■ **Problem details**
Look below for the line containing "For a GIS import: Serialize" and the line containing "Quick job: Extract"; repeat exactly those two lines and all lines between them, and nothing else.

=== Section Start ===

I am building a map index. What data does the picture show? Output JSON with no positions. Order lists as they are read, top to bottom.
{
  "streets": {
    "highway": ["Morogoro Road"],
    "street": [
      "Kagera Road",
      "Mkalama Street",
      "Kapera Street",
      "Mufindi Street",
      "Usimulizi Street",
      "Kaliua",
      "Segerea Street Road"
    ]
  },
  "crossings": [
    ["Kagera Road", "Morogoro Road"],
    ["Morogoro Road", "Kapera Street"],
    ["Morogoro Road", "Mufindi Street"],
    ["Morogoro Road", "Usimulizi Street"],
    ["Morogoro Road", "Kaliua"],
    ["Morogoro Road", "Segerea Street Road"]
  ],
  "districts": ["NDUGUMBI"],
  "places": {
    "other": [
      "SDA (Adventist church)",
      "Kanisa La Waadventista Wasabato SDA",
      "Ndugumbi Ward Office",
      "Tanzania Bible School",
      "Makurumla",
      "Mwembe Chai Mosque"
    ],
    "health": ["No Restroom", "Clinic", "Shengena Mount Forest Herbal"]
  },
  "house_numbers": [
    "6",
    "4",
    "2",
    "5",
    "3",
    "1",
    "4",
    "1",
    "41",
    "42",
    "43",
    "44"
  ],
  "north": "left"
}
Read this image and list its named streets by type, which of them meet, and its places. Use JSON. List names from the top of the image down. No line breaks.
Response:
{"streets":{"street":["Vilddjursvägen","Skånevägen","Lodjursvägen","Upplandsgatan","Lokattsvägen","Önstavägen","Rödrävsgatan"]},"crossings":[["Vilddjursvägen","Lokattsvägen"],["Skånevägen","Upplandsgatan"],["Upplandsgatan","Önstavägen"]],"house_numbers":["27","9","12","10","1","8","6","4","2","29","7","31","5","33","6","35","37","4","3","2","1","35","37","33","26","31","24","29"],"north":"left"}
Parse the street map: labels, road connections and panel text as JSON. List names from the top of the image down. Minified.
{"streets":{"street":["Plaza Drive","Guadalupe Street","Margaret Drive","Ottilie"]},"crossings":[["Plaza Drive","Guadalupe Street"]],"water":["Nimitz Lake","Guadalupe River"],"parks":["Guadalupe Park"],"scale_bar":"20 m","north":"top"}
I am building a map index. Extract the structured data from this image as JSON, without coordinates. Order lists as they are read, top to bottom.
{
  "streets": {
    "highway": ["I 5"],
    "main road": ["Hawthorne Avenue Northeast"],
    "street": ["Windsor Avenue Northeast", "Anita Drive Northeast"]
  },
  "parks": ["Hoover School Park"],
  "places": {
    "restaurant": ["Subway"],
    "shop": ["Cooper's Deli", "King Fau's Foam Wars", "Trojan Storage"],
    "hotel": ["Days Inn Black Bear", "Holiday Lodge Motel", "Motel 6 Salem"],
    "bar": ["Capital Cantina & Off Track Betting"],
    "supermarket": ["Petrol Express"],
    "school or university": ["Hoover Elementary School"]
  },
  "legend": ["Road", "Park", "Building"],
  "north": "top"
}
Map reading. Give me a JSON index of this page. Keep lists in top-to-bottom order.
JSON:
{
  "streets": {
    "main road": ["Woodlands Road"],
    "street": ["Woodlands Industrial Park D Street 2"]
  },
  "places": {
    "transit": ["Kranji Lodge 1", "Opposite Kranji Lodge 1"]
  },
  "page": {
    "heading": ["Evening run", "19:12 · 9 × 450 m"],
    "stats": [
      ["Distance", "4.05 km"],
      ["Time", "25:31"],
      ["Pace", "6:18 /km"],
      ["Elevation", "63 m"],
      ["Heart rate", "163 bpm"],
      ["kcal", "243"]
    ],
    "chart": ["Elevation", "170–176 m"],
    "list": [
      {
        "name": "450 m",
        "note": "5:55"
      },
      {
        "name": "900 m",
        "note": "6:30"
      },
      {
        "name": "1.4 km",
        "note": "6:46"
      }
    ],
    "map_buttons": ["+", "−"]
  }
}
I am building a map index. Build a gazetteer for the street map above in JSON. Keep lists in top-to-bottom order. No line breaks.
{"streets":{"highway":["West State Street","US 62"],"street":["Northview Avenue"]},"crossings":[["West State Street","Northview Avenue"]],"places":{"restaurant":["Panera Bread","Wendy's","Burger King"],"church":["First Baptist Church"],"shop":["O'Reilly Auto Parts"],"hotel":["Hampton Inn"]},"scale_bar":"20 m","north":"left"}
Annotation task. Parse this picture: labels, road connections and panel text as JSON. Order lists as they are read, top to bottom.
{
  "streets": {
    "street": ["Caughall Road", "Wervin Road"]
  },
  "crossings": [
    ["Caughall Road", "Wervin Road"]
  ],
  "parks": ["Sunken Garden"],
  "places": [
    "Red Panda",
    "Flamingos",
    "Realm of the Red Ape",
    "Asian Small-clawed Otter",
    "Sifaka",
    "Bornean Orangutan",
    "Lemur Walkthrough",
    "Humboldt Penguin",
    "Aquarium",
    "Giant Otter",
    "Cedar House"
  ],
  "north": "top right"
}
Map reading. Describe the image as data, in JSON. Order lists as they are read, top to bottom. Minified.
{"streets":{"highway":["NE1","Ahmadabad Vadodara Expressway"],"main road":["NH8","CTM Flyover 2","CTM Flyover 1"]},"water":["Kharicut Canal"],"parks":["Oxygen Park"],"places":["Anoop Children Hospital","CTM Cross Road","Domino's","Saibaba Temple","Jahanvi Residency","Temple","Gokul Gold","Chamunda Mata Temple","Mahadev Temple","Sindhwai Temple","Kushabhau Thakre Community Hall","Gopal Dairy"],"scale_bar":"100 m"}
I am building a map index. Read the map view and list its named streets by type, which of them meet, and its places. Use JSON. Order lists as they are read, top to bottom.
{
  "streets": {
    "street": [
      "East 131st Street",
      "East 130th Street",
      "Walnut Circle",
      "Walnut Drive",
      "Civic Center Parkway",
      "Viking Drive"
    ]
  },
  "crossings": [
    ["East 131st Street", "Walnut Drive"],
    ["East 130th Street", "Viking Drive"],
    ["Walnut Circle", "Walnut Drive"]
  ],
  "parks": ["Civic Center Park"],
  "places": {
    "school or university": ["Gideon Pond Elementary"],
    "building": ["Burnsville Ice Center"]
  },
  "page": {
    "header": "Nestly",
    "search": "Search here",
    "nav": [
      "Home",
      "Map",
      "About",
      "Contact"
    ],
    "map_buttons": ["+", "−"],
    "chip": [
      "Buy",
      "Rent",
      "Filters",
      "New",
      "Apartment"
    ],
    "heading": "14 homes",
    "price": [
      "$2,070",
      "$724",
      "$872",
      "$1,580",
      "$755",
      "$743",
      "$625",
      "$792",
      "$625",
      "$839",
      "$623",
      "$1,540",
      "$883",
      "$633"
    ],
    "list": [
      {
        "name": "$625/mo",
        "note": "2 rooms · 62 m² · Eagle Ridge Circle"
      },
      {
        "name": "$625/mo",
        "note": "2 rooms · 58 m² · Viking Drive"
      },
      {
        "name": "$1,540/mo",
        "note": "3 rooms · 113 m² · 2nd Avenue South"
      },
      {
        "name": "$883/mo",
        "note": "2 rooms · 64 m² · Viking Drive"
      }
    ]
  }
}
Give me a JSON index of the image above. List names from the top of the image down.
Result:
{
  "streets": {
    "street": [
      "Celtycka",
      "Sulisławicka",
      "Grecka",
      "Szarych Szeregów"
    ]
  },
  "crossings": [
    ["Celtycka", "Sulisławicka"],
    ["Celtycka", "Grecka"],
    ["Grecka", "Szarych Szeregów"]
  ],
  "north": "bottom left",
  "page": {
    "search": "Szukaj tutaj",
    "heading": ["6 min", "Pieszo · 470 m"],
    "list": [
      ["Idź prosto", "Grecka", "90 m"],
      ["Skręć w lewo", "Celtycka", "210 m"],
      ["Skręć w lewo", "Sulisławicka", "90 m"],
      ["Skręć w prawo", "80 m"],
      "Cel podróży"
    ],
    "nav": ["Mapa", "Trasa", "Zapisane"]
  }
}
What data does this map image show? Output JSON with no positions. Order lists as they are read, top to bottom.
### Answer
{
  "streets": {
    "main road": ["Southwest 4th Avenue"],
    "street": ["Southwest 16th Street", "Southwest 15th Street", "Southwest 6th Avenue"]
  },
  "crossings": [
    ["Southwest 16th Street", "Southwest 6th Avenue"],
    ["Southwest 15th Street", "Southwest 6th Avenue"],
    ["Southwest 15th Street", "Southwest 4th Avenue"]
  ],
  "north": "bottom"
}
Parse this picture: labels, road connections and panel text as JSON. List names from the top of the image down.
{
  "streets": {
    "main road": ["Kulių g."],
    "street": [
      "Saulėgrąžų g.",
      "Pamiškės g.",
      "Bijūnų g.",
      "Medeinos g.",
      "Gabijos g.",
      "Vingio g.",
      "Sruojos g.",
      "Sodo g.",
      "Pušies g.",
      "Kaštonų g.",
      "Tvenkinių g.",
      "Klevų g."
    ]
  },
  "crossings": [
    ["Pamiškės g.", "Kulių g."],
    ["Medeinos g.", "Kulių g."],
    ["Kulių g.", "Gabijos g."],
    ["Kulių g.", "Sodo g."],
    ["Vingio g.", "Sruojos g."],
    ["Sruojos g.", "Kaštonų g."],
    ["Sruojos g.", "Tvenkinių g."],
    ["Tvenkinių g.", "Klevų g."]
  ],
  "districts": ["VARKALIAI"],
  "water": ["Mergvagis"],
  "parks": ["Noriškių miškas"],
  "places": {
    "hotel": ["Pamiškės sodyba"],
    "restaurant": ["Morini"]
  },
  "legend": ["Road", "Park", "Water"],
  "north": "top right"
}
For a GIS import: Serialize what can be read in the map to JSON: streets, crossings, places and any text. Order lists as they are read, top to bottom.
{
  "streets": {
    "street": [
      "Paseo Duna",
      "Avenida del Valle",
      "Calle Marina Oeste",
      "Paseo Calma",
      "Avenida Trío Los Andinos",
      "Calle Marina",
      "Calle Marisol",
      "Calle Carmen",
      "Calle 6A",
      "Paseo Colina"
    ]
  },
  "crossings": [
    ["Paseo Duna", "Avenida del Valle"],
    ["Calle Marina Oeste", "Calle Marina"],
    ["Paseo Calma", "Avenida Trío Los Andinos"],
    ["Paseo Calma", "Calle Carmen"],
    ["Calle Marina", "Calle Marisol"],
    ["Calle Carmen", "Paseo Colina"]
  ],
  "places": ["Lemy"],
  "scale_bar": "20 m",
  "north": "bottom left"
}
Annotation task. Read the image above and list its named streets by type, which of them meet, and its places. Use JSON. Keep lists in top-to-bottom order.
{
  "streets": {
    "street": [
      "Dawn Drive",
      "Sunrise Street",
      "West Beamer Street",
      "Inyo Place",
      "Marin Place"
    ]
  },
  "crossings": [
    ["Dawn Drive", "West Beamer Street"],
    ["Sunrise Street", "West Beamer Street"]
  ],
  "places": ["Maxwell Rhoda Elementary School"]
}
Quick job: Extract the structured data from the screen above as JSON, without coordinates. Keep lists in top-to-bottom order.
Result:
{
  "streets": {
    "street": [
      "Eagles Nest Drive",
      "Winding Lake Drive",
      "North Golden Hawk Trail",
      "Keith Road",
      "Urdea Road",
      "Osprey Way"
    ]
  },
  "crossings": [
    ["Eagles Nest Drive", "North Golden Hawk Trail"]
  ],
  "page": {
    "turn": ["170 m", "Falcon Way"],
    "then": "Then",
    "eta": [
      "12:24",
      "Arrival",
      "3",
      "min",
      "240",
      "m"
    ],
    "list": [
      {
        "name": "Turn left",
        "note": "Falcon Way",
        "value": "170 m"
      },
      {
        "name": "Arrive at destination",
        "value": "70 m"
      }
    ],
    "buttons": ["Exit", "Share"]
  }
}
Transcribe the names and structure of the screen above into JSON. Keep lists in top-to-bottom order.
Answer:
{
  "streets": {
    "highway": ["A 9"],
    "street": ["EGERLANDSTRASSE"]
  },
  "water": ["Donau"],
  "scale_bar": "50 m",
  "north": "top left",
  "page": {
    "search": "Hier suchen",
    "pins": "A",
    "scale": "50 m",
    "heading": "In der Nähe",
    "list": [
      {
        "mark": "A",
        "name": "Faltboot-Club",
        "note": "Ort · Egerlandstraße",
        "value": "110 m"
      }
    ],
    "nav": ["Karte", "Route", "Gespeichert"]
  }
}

=== Section End ===

■ **Output**
For a GIS import: Serialize what can be read in the map to JSON: streets, crossings, places and any text. Order lists as they are read, top to bottom.
{
  "streets": {
    "street": [
      "Paseo Duna",
      "Avenida del Valle",
      "Calle Marina Oeste",
      "Paseo Calma",
      "Avenida Trío Los Andinos",
      "Calle Marina",
      "Calle Marisol",
      "Calle Carmen",
      "Calle 6A",
      "Paseo Colina"
    ]
  },
  "crossings": [
    ["Paseo Duna", "Avenida del Valle"],
    ["Calle Marina Oeste", "Calle Marina"],
    ["Paseo Calma", "Avenida Trío Los Andinos"],
    ["Paseo Calma", "Calle Carmen"],
    ["Calle Marina", "Calle Marisol"],
    ["Calle Carmen", "Paseo Colina"]
  ],
  "places": ["Lemy"],
  "scale_bar": "20 m",
  "north": "bottom left"
}
Annotation task. Read the image above and list its named streets by type, which of them meet, and its places. Use JSON. Keep lists in top-to-bottom order.
{
  "streets": {
    "street": [
      "Dawn Drive",
      "Sunrise Street",
      "West Beamer Street",
      "Inyo Place",
      "Marin Place"
    ]
  },
  "crossings": [
    ["Dawn Drive", "West Beamer Street"],
    ["Sunrise Street", "West Beamer Street"]
  ],
  "places": ["Maxwell Rhoda Elementary School"]
}
Quick job: Extract the structured data from the screen above as JSON, without coordinates. Keep lists in top-to-bottom order.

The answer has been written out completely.